PORTLAND (AP) -- Beneath the cold ocean waters off the coast of Maine, the nation's lobster breadbasket, lie hundreds of thousands, perhaps millions, of old wire lobster "ghost traps." Lost over the years to storms, boats -- even the knives of fishermen who've cut them from their buoys to settle scores -- many of the traps continue catching lobsters.
Marine biologists say lost and abandoned lobster, crab and other fish traps plague coastal waters around the globe, putting pressure on a number of already-stressed fish populations. In U.S. waters alone, millions of dollars' worth of marketable seafood is lost each year. Lobstermen this winter will grapple up gear from selected spots in the first large-scale study of ghost traps along the Maine coast. Nationwide, other studies are focusing on lost traps off the Pacific, Atlantic and Gulf of Mexico coasts.

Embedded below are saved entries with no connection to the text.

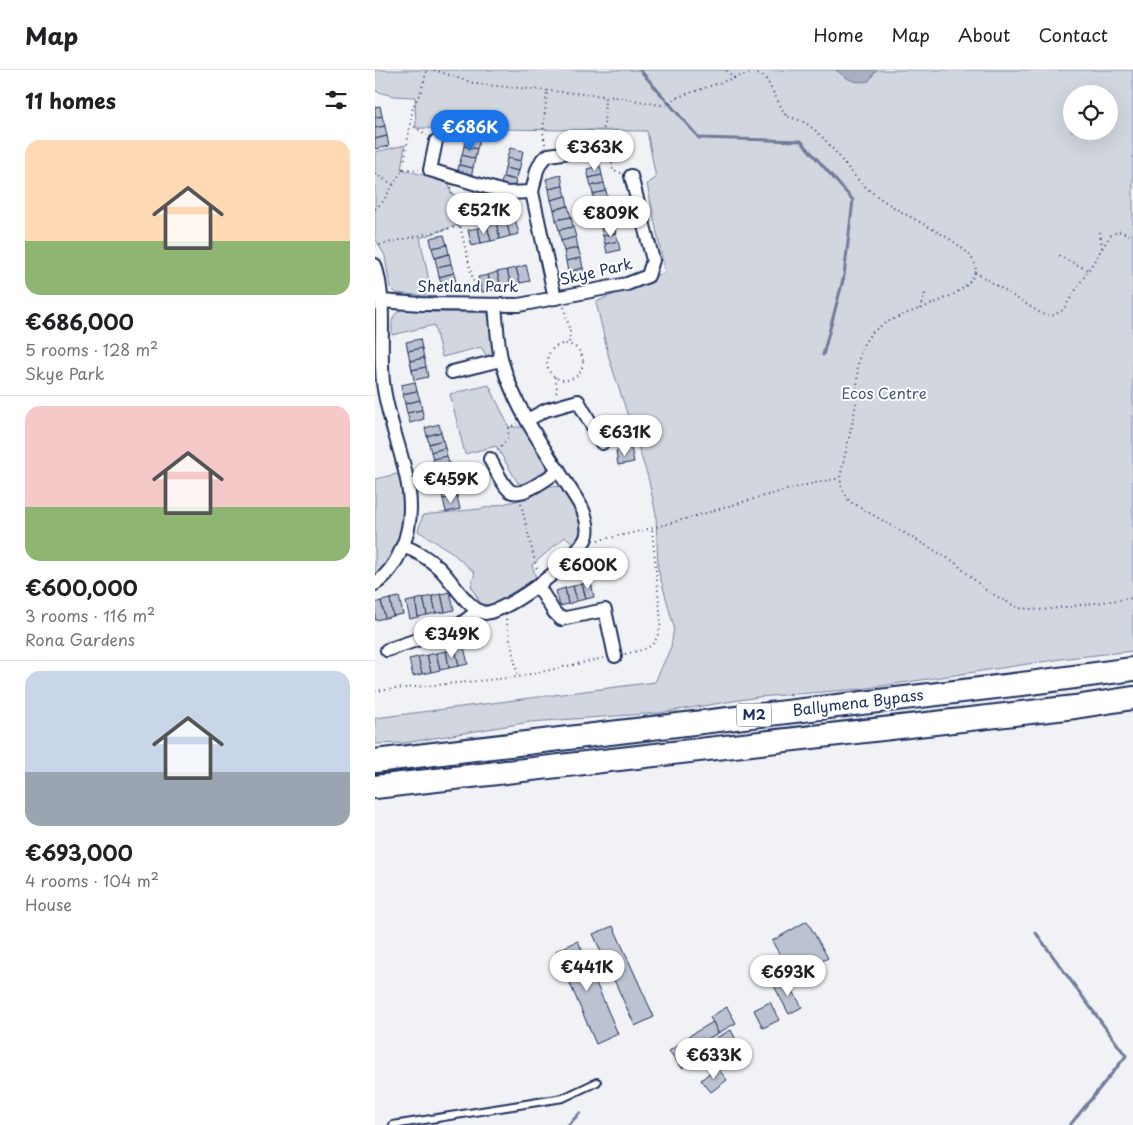 <!DOCTYPE html>
<html lang="en">
<head>
<meta charset="utf-8">
<style>
  :root { --surface:#fff; --page:#f2f2f2; --text:#202124; --muted:#757577; --line:#e0e0e0; --accent:#1a73e8 }
  body { margin:0; font-family:"Playpen Sans",sans-serif; background:var(--page); color:var(--text); height:100vh; display:flex; flex-direction:column; font-size:19px; white-space:nowrap }
  * { box-sizing:border-box; margin:0 }
  p { font-size:16px; color:var(--muted) }
  .icon { flex:none; width:28px; height:28px; fill:none; stroke:currentColor; stroke-width:2; stroke-linecap:round; stroke-linejoin:round }
  .map { position:relative; flex:1; overflow:hidden }
  .sheet { display:flex; flex-direction:column; background:var(--surface); width:375px }
  .sheet>* { flex:none }
  .fabs { position:absolute; left:688px; top:15px; display:grid; gap:10px }
  .fabs a { display:grid; place-items:center; width:55px; height:55px; border-radius:50%; background:var(--surface); box-shadow:0 5px 20px #0002; font-size:25px }
  .price { position:absolute; translate:-50% -42px; padding:0 11px; border-radius:18px; background:#fff; color:#222; font-size:16px; line-height:32px; filter:drop-shadow(0 1px 2px #0008) }
  .price::after { content:''; position:absolute; left:50%; top:30px; width:15px; height:11px; margin-left:-8px; background:inherit; clip-path:polygon(0 0,100% 0,50% 100%) }
  .price.current { background:var(--accent); color:#fff }
  ul { padding:0; list-style:none }
  li { display:grid; align-content:center; gap:10px; height:265px; padding:0 25px }
  li+li { border-top:1px solid var(--line) }
  li span { display:grid; place-items:center; height:155px; border-radius:15px; color:#555 }
  li>.icon { margin-inline-start:auto }
  span .icon { width:90px; height:90px; fill:#fffc; stroke-width:1 }
  li b { font-size:21px }
  h2 { display:flex; justify-content:space-between; align-items:center; height:60px; padding:0 25px; font-size:21px }
  header { display:flex; align-items:center; gap:30px; box-sizing:border-box; height:70px; padding:0 25px; background:var(--surface); border-bottom:1px solid var(--line) }
  header strong { font-size:24px }
  nav { display:flex; gap:28px; margin-inline-start:auto; font-size:18px }
  main { display:flex; flex:1; min-height:0 }
  .map>svg:first-child { display:block }
  .green { fill:#d2d6df; stroke:#76829e; fill-rule:evenodd }
  .water { fill:#a8b0c2; stroke:#707c9a }
  .lines { fill:none; stroke-linecap:round; stroke-linejoin:round }
  .stream { stroke:#707c9a; stroke-width:3 }
  .building { fill:#bcc2d0; stroke:#1b2f5e }
  .service-casing { stroke:#1b2f5e; stroke-width:10 }
  .minor-casing { stroke:#1b2f5e; stroke-width:16 }
  .motorway-casing { stroke:#1b2f5e; stroke-width:26 }
  .path { stroke:#1b2f5e; stroke-width:2; stroke-dasharray:1 4; stroke-linecap:butt }
  .service { stroke:#fff; stroke-width:6 }
  .minor { stroke:#fff; stroke-width:12 }
  .motorway { stroke:#fff; stroke-width:22 }
  .labels { text-anchor:middle; stroke-width:4; stroke-linejoin:round; paint-order:stroke }
  .shield { fill:#fff; stroke:#5f6d8e; stroke-width:1 }
  .shield-label { font-size:14px; font-weight:bold; fill:#1b2f5e }
  .street-label { font-size:15px; fill:#1b2f5e; stroke:#fff }
  .park-label { font-size:15px; fill:#49597e; stroke:#fff }
</style>
</head>
<body>
<header>
<strong>Map</strong>
<nav><a>Home</a><a>Map</a><a>About</a><a>Contact</a></nav>
</header>
<main>
<section class="sheet">
<h2>11 homes<svg class="icon" aria-label="filters" viewBox="0 0 24 24"><path d="M4 7h16M4 17h16"/><circle cx="9" cy="7" r="2"/><circle cx="15" cy="17" r="2"/></svg></h2>
<ul>
<li><span style="background:linear-gradient(#ffd9b3 65%,#8fb573 0)"><svg class="icon" aria-label="home" viewBox="0 0 24 24"><path d="M3 11l9-7 9 7M6 9v11h12V9"/></svg></span><div><b>€686,000</b><p>5 rooms · 128 m²</p><p>Skye Park</p></div></li>
<li><span style="background:linear-gradient(#f6c9c9 65%,#8fb573 0)"><svg class="icon" aria-label="home" viewBox="0 0 24 24"><path d="M3 11l9-7 9 7M6 9v11h12V9"/></svg></span><div><b>€600,000</b><p>3 rooms · 116 m²</p><p>Rona Gardens</p></div></li>
<li><span style="background:linear-gradient(#c9d6e8 65%,#9aa5b1 0)"><svg class="icon" aria-label="home" viewBox="0 0 24 24"><path d="M3 11l9-7 9 7M6 9v11h12V9"/></svg></span><div><b>€693,000</b><p>4 rooms · 104 m²</p><p>House</p></div></li>
</ul>
</section>
<div class="map">
<svg width="758" height="1055" viewBox="0 0 758 1055">
  <rect width="100%" height="100%" fill="#f1f2f5"/>
  <filter id="ink" filterUnits="userSpaceOnUse"><feTurbulence type="fractalNoise" baseFrequency=".02" numOctaves="2"/><feDisplacementMap in="SourceGraphic" scale="10" xChannelSelector="R" yChannelSelector="G"/><feConvolveMatrix kernelMatrix="1 2 1 2 8 2 1 2 1" color-interpolation-filters="sRGB"/></filter>
  <g filter="url(#ink)">
    <g class="green">
      <path d="M0,0H758V581L693,588L486,619L383,627L284,643L155,652L29,673L0,674V648L280,612L296,577L299,557L283,499L281,444L273,407L234,288L221,232L290,202L272,114L281,108L272,61L41,58L40,27L18,26L0,21ZM696,24H734V61H696Z"/>
      <path d="M30,75L26,99L74,112L76,124L122,136L81,145L83,155L45,168L55,215L50,226L21,223L15,217L10,186L0,168V82Z"/>
      <path d="M27,239L57,242H110L116,248L119,284L117,287H112L106,277L67,287L59,255L17,265C17,254 15,245 27,239Z"/>
      <path d="M114,315L134,357H148L173,398L172,403L152,416L143,413L121,376L90,384L75,324Z"/>
      <path d="M22,404L29,412L30,453L15,492L0,507V409Z"/>
      <path d="M175,416L185,417C195,435 214,454 200,474L190,467L157,495L161,508L117,535L106,534L96,516L100,503L75,481L43,461L48,445L105,439L154,428Z"/>
    </g>
    <path class="water" d="M461,0H501L494,11C479,14 472,9 461,0Z"/>
    <g class="lines">
      <g class="stream">
        <path d="M265,0L324,68L426,71L478,130L469,206L448,285"/>
        <path d="M661,863L751,986L695,1055"/>
        <path d="M193,1055L205,1043"/>
      </g>
    </g>
    <g class="building">
      <path d="M5,36L7,46L0,48V37Z"/>
      <path d="M7,46L10,56L0,58V48Z"/>
      <path d="M10,56L12,66L0,69V58Z"/>
      <path d="M12,66L14,76L0,79V69Z"/>
      <path d="M91,66L105,69L102,79L89,76Z"/>
      <path d="M89,76L102,79L100,89L87,85Z"/>
      <path d="M135,78L148,81L146,91L132,88Z"/>
      <path d="M87,85L100,89L98,98L84,95Z"/>
      <path d="M132,88L146,91L144,101L130,98Z"/>
      <path d="M84,95L98,98L96,108L82,105Z"/>
      <path d="M225,96L227,105L214,108L212,99Z"/>
      <path d="M130,98L144,101L141,110L128,107Z"/>
      <path d="M186,105L188,116L174,119L171,109Z"/>
      <path d="M227,105L229,113L216,116L214,108Z"/>
      <path d="M128,107L141,110L139,120L125,117Z"/>
      <path d="M229,113L231,121L218,124L216,116Z"/>
      <path d="M188,116L191,126L176,130L174,119Z"/>
      <path d="M231,121L233,130L220,133L218,124Z"/>
      <path d="M191,126L193,136L179,140L176,130Z"/>
      <path d="M233,130L235,138L222,141L220,133Z"/>
      <path d="M193,136L196,147L181,150L179,140Z"/>
      <path d="M235,138L237,146L224,149L222,141Z"/>
      <path d="M237,146L239,155L226,158L224,149Z"/>
      <path d="M196,147L198,157L184,160L181,150Z"/>
      <path d="M140,149L144,164L135,166L131,151Z"/>
      <path d="M131,151L135,166L125,169L121,153Z"/>
      <path d="M121,153L125,169L116,171L112,156Z"/>
      <path d="M239,155L241,163L228,166L226,158Z"/>
      <path d="M112,156L116,171L106,173L103,158Z"/>
      <path d="M198,157L201,167L186,171L184,160Z"/>
      <path d="M103,158L106,173L97,176L93,160Z"/>
      <path d="M241,163L243,171L230,174L228,166Z"/>
      <path d="M69,165L72,175L57,178L55,168Z"/>
      <path d="M201,167L203,178L189,181L186,171Z"/>
      <path d="M243,171L245,180L232,183L230,174Z"/>
      <path d="M72,175L74,184L60,188L57,178Z"/>
      <path d="M203,178L206,188L191,191L189,181Z"/>
      <path d="M74,184L76,194L62,197L60,188Z"/>
      <path d="M206,188L208,198L193,202L191,191Z"/>
      <path d="M76,194L79,203L64,207L62,197Z"/>
      <path d="M151,195L155,211L145,213L141,198Z"/>
      <path d="M141,198L145,213L136,215L132,200Z"/>
      <path d="M208,198L211,209L196,212L193,202Z"/>
      <path d="M132,200L136,215L126,217L122,202Z"/>
      <path d="M122,202L126,217L117,220L113,205Z"/>
      <path d="M79,203L81,213L67,216L64,207Z"/>
      <path d="M113,205L117,220L107,222L103,207Z"/>
      <path d="M45,269L47,278L33,281L31,272Z"/>
      <path d="M47,278L49,288L35,291L33,281Z"/>
      <path d="M49,288L51,297L37,300L35,291Z"/>
      <path d="M51,297L53,307L39,310L37,300Z"/>
      <path d="M40,312L42,321L28,324L26,315Z"/>
      <path d="M42,321L45,330L30,334L28,324Z"/>
      <path d="M45,330L47,340L32,343L30,334Z"/>
      <path d="M47,340L49,349L35,353L32,343Z"/>
      <path d="M64,354L66,362L52,366L50,358Z"/>
      <path d="M66,362L68,370L54,374L52,366Z"/>
      <path d="M68,370L70,378L56,382L54,374Z"/>
      <path d="M70,378L72,386L58,389L56,382Z"/>
      <path d="M256,378L259,392L243,395L241,381Z"/>
      <path d="M72,386L74,394L60,398L58,389Z"/>
      <path d="M74,394L76,402L62,405L60,398Z"/>
      <path d="M76,402L78,410L64,413L62,405Z"/>
      <path d="M78,410L80,418L66,421L64,413Z"/>
      <path d="M80,418L82,426L68,429L66,421Z"/>
      <path d="M82,426L85,439L71,442L68,429Z"/>
      <path d="M245,482L248,497L239,499L236,484Z"/>
      <path d="M236,484L239,499L230,501L227,486Z"/>
      <path d="M227,486L230,501L221,503L217,488Z"/>
      <path d="M216,512L219,527L211,529L207,514Z"/>
      <path d="M207,514L211,529L202,531L198,516Z"/>
      <path d="M198,516L202,531L193,534L190,518Z"/>
      <path d="M190,518L193,534L185,536L181,521Z"/>
      <path d="M75,522L79,540L70,542L66,524Z"/>
      <path d="M66,524L70,542L61,543L57,526Z"/>
      <path d="M57,526L61,543L52,545L48,528Z"/>
      <path d="M24,527L28,544L18,546L15,529Z"/>
      <path d="M48,528L52,545L43,547L40,530Z"/>
      <path d="M15,529L18,546L10,548L6,531Z"/>
      <path d="M40,530L43,547L35,549L31,532Z"/>
      <path d="M6,531L10,548L0,550V533Z"/>
      <path d="M89,577L93,594L84,596L80,579Z"/>
      <path d="M80,579L84,596L74,598L71,581Z"/>
      <path d="M71,581L74,598L65,600L61,583Z"/>
      <path d="M61,583L65,600L56,602L52,585Z"/>
      <path d="M52,585L56,602L47,604L43,587Z"/>
      <path d="M43,587L47,604L38,606L34,589Z"/>
      <path d="M432,851L453,888L418,908L397,871Z"/>
      <path d="M238,856L279,947L260,956L218,864Z"/>
      <path d="M203,871L243,964L221,974L181,881Z"/>
      <path d="M411,909L427,937L414,944L399,916Z"/>
      <path d="M395,932L404,950L388,958L379,940Z"/>
      <path d="M352,937L361,953L343,963L335,947Z"/>
      <path d="M338,952L343,963L320,976L314,966Z"/>
      <path d="M356,960L362,972L352,977L357,986L352,988L341,968Z"/>
      <path d="M303,975L316,992L307,998L294,981Z"/>
      <path d="M342,997L352,1010L336,1022L326,1010Z"/>
    </g>
    <g class="lines">
      <defs>
        <path id="service" d="M18,1055L188,1028L222,1012"/>
        <g id="minor">
          <path d="M61,71L55,100L132,123L157,122"/>
          <path d="M0,195C12,232 4,273 8,312C14,368 51,422 27,478C21,493 13,505 0,514"/>
          <path d="M180,228L157,122L162,100L167,90L174,85L221,78"/>
          <path d="M6,231L46,234L144,235L252,214L273,206L278,190L256,106"/>
          <path d="M77,302L126,290"/>
          <path d="M152,350L171,340L203,331L227,373"/>
          <path d="M115,389C120,398 126,413 134,420C145,430 174,407 184,400"/>
          <path d="M28,476C42,481 53,488 64,498C77,510 94,541 110,543C136,540 200,491 211,468C215,458 211,447 207,438C179,391 142,346 127,292C122,274 122,254 120,235"/>
          <path d="M163,516L179,542L186,549L230,540L240,586"/>
          <path d="M12,580L83,556L103,541"/>
        </g>
        <g id="motorway">
          <path d="M0,691L655,613L758,599"/>
          <path d="M0,717L700,637L758,628"/>
        </g>
      </defs>
      <use href="#service" class="service-casing"/>
      <use href="#minor" class="minor-casing"/>
      <use href="#motorway" class="motorway-casing"/>
      <g class="path">
        <path d="M59,0L101,14L241,27L292,36L300,28L359,8L351,0"/>
        <path d="M359,8L378,2L390,7L411,46C417,48 426,50 432,54C457,71 471,101 494,120C504,128 515,135 525,141C542,152 608,180 600,202C589,235 519,238 495,265C478,284 484,310 481,333C477,358 470,383 465,408L467,418L474,431L578,491L612,521L643,538L668,540L758,528"/>
        <path d="M35,54L52,65"/>
        <path d="M225,68L229,57L230,26"/>
        <path d="M170,74L168,62L172,22"/>
        <path d="M230,86L237,94L238,101L246,103"/>
        <path d="M28,99L38,37L46,21L52,0"/>
        <path d="M0,104L19,115"/>
        <path d="M76,118L101,223"/>
        <path d="M0,139L7,133L28,99L44,100"/>
        <path d="M725,162L727,178"/>
        <path d="M0,176L85,156"/>
        <path d="M684,186L713,200"/>
        <path d="M600,202L667,244L677,246L688,240L735,166L743,161L758,166"/>
        <path d="M189,237L195,262L194,274"/>
        <path d="M545,239L550,223"/>
        <circle cx="190" cy="292" r="18"/>
        <path d="M180,307L182,318L181,324"/>
        <path d="M123,380L133,368L134,357L142,354"/>
        <path d="M146,434L162,500"/>
        <path d="M223,470C306,455 383,423 465,408"/>
        <path d="M131,549L143,607"/>
        <path d="M250,584C275,578 281,579 286,552L277,459"/>
        <path d="M0,621L143,607L229,588"/>
      </g>
      <use href="#service" class="service"/>
      <use href="#minor" class="minor"/>
      <use href="#motorway" class="motorway"/>
    </g>
  </g>
  <g class="labels">
    <rect class="shield" x="361.5" y="633.5" width="35" height="23" rx="4"/>
    <g class="shield-label">
      <text x="379" y="650">M2</text>
    </g>
    <g class="street-label">
      <text transform="translate(221 202) rotate(-13)" y="5">Skye Park</text>
      <text x="93" y="222">Shetland Park</text>
      <text transform="translate(483 633) rotate(-7)" y="5">Ballymena Bypass</text>
    </g>
    <g class="park-label">
      <text x="509" y="329">Ecos Centre</text>
    </g>
  </g>
</svg>
<div class="fabs">
<a><svg class="icon" aria-label="locate" viewBox="0 0 24 24"><circle cx="12" cy="12" r="6"/><path d="M12 2v4M12 18v4M2 12h4M18 12h4"/></svg></a>
</div>
<b class="price current" style="left:95px;top:82px">€686K</b>
<b class="price" style="left:220px;top:102px">€363K</b>
<b class="price" style="left:109px;top:165px">€521K</b>
<b class="price" style="left:236px;top:168px">€809K</b>
<b class="price" style="left:250px;top:387px">€631K</b>
<b class="price" style="left:76px;top:434px">€459K</b>
<b class="price" style="left:213px;top:520px">€600K</b>
<b class="price" style="left:77px;top:589px">€349K</b>
<b class="price" style="left:212px;top:922px">€441K</b>
<b class="price" style="left:413px;top:927px">€693K</b>
<b class="price" style="left:339px;top:1010px">€633K</b>
</div>
</main>
</body>
</html>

"It would be very interesting if we could drain the ocean and look at what's down there," said Holly Bamford, head of the National Oceanic and Atmospheric Administration's Marine Debris Program. "We might be surprised." The extent of Maine's ghost-trap problem isn't fully known, but lobstermen say they sometimes recover traps that contain skinny lobsters -- ones that appear to have not eaten -- or shells from lobsters that have starved and withered away to nothing or been eaten by other lobsters.
Most lobstermen feel it'll get worse with a new federal regulation requiring them to use a certain type of rope on their gear. The rope, they say, is prone to breaking and will result in even more lost traps.